Filter the lines below, keeping each one that holds "column".

Stored data entries —
- - - - -
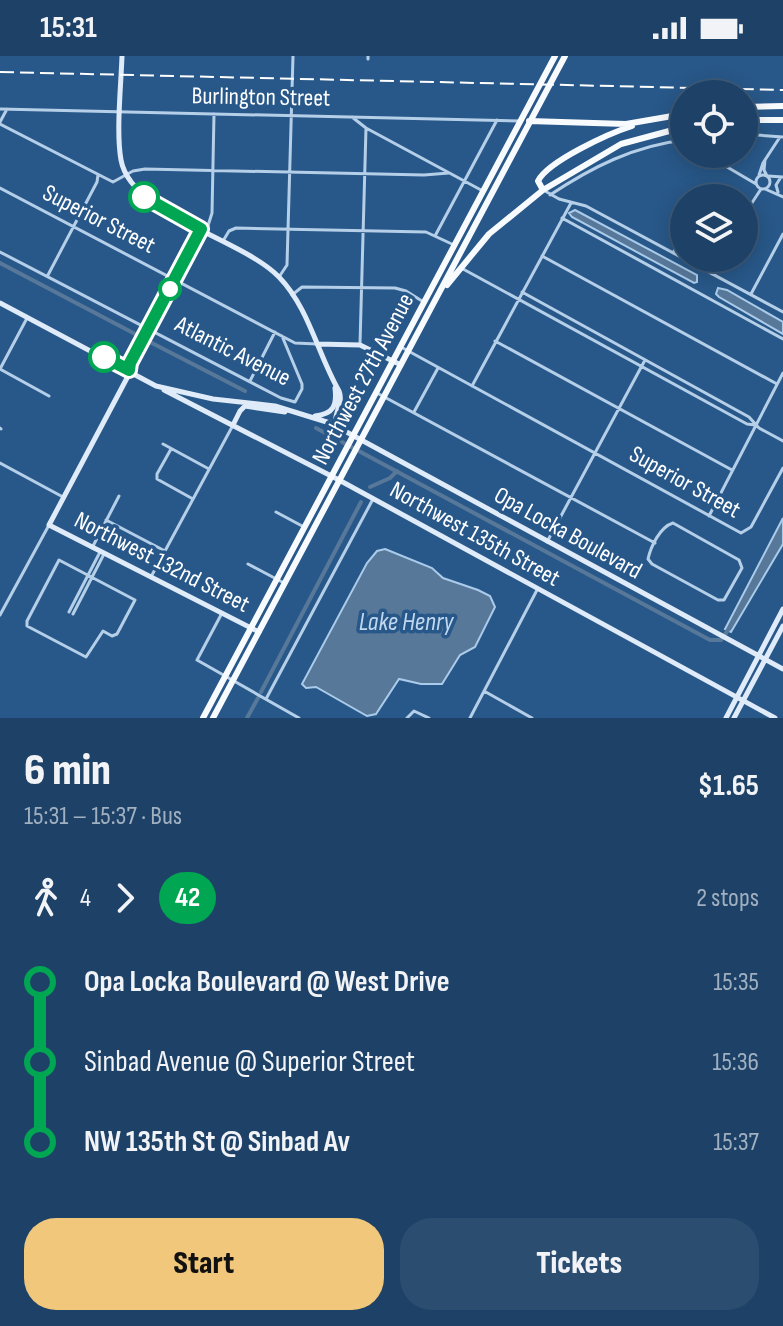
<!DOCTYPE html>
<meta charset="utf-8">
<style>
:root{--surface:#1e4267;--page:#2b4d70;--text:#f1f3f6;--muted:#a1b0c0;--line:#3c5b7b;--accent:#f1c87b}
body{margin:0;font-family:"Sofia Sans Condensed",sans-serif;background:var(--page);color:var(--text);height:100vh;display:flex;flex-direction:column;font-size:30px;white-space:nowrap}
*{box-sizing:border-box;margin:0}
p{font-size:26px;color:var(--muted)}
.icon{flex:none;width:44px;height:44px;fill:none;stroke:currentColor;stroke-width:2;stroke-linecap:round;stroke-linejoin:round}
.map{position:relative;height:662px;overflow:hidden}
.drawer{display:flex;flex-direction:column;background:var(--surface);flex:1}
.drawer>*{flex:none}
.badge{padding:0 16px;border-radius:26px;font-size:28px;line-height:52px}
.fabs{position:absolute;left:670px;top:24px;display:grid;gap:16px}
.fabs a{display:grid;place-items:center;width:88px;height:88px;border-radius:50%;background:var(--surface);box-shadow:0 4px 20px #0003,0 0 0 2px var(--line);font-size:40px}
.map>.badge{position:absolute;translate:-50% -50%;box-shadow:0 0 0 4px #fff}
.legs{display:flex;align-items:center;gap:12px;height:88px;padding:0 24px;font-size:26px}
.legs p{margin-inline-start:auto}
.headline{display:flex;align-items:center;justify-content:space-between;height:136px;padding:0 24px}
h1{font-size:44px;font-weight:800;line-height:60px}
.primary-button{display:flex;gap:16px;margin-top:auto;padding:16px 24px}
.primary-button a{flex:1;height:92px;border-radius:32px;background:var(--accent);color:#111;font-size:32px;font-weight:800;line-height:92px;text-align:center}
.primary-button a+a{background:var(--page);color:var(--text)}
ul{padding:0 24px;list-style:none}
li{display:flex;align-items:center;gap:28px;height:80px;font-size:30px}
li i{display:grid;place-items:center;width:12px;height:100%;margin:0 10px;background:currentColor}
li i::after{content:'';width:20px;height:20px;margin:-10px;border:6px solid;border-radius:50%;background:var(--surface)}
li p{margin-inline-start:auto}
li:first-child i{background:linear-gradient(#0000 50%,currentColor 0)}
li:last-child i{background:linear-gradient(currentColor 50%,#0000 0)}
.status{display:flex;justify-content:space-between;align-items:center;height:56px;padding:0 40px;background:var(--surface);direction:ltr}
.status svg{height:22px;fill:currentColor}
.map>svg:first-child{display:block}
</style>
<div class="status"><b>15:31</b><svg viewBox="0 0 49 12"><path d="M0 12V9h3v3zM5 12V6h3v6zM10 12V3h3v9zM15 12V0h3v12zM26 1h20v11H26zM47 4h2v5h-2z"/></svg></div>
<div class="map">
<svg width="783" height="662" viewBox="0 0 783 662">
<rect width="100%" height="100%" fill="#285889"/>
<!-- water -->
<path fill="#58789a" stroke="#aacbe9" stroke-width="2" d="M575,154L697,219V226L694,227L572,161L569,157Z
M718,232L727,234L783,266V278L719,241L716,238Z
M783,462V488L731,576L725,573Z
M385,493L432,512L443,522L478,534L490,540L495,551L475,591L460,599L442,628H421L399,623L376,658L367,660L316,631L306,632L302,628L367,507L377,495Z"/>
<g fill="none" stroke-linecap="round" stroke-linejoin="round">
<!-- canal -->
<path stroke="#58789a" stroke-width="4" d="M0,207L139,280
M148,285L245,335
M316,372L710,584H721L728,574
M370,431L390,422L397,415
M261,636L361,446
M247,662L258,642"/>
<!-- street -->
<path stroke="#b5cfe9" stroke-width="3" d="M368,0V3
M0,53L520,65
M352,61L366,72L481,134
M0,66L7,53
M0,68L113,126L133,115L145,113L424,119L449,117
M744,78L783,81
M705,98L756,128
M765,104L764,114L767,120
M756 126a7 7 0 1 1 14 0a7 7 0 1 1-14 0Z
M759,119L763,107L780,81
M768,120L783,121
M0,132L295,287L317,288
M765,133L783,141
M545,135L559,143L586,150L783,256
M778,136L776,129L781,121
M550,139C592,111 634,90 684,84
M744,159L761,133
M562,162L783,283
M206,176L212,157L214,58
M435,180L497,64
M223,185L229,175L236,172L426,176L454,189
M0,196L281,342L295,346L302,333V328L282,280
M673,197L684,178
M542,200L777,328
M463,213L747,368L755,369
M712,218L720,202
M48,219L97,126L98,119
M279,221L287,209L293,0
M522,236L749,361L759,372L783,385
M751,238L783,178
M292,239L302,231L395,232L406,235L422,245
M495,285L732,414
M360,288L366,72
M401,291L741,477L751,471L783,412
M0,313L26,264
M0,313L49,340
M250,325L275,276
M472,330L571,147
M377,337L655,487
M414,356L438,312
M0,372L1,373
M163,388L209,413
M171,393L157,418V423L193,443
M0,407L63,441
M276,456L304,471
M709,460L783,317
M106,464L165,495
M673,467L739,504L742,512L724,544H718L652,508L648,503C651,490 660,471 673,467Z
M547,486L645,304
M92,492L119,440
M59,504L135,544L117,578L112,580L103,575L86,601L27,570V565Z
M248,508L284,527
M152,519L232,371
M69,556L100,496
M222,557L197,604L299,662
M73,558L104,498
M0,559L49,469
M484,635L532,662
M266,643L373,443
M407,662L414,655L429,662
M470,662L537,534"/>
<!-- secondary -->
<path stroke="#dfebf8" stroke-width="5" d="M122,0C121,30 116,76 121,104C131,159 241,182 279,221C309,252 318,299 339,335C344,348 333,357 336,369
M201,173L130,307L127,322L49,469L259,576
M0,247L156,330L213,343L275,350L330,367L783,613
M317,288L360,289L401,309
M164,334L339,424L775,662
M315,360C334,358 337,349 335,332
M233,369L240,355L245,350L285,356
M726,662L783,553
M734,662L783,570"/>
<!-- primary -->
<path stroke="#f8fbfe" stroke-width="6" d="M744,51L783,50
M744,64H783
M529,65L626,68L684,58
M543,134L538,125C548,105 610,77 632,70
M447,229L489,178L543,134L621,88L684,71
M203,662L555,0
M213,662L565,0"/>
<!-- rail -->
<path stroke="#fff" stroke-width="2" stroke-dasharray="14 6" stroke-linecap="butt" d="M0,16L783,34"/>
</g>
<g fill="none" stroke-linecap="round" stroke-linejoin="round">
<defs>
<path id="line-1" d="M104,301L129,314L130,307L201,173L144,141"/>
</defs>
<!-- line-1 casing -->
<use href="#line-1" stroke="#fff" stroke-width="18"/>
<!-- line-1 -->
<use href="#line-1" stroke="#00a651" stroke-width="12"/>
</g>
<!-- markers -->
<g fill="#fff" stroke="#00a651" stroke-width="4">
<circle cx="144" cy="141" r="14"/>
<circle cx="170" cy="233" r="10"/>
<circle cx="104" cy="301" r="14"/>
</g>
<g text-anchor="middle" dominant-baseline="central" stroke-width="7" stroke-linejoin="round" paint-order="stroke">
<!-- street labels -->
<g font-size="24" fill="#fff" stroke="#285889">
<text transform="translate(261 41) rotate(1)">Burlington Street</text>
<text transform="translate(99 163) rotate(27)">Superior Street</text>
<text transform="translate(233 295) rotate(27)">Atlantic Avenue</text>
<text transform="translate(363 323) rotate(-62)">Northwest 27th Avenue</text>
<text transform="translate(685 426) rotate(29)">Superior Street</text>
<text transform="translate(568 477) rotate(29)">Opa Locka Boulevard</text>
<text transform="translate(475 478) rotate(29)">Northwest 135th Street</text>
<text transform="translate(162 506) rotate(27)">Northwest 132nd Street</text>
</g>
<!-- water labels -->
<g font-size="26" font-style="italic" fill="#c1d9f0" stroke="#285889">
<text x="406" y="566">Lake Henry</text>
</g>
</g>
</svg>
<div class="fabs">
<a><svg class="icon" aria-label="locate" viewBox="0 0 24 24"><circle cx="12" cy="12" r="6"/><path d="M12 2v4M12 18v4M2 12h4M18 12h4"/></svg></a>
<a><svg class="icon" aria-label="layers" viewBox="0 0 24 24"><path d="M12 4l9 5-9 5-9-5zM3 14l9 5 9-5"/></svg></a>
</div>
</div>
<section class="drawer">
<div class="headline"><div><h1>6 min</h1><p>15:31 – 15:37 · Bus</p></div><b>$1.65</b></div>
<div class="legs"><svg class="icon" aria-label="walk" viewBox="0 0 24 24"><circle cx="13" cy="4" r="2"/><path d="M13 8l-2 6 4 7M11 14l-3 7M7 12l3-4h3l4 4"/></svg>4<svg class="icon" aria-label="forward" viewBox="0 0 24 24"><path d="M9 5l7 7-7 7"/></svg><b class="badge" style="background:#00a651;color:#fff">42</b><p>2 stops</p></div>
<ul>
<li><i style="color:#00a651"></i><b>Opa Locka Boulevard @ West Drive</b><p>15:35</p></li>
<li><i style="color:#00a651"></i><span>Sinbad Avenue @ Superior Street</span><p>15:36</p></li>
<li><i style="color:#00a651"></i><b>NW 135th St @ Sinbad Av</b><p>15:37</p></li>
</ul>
<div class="primary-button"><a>Start</a><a>Tickets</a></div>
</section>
- - - - -
Answer to this exercise —
body{margin:0;font-family:"Sofia Sans Condensed",sans-serif;background:var(--page);color:var(--text);height:100vh;display:flex;flex-direction:column;font-size:30px;white-space:nowrap}
.drawer{display:flex;flex-direction:column;background:var(--surface);flex:1}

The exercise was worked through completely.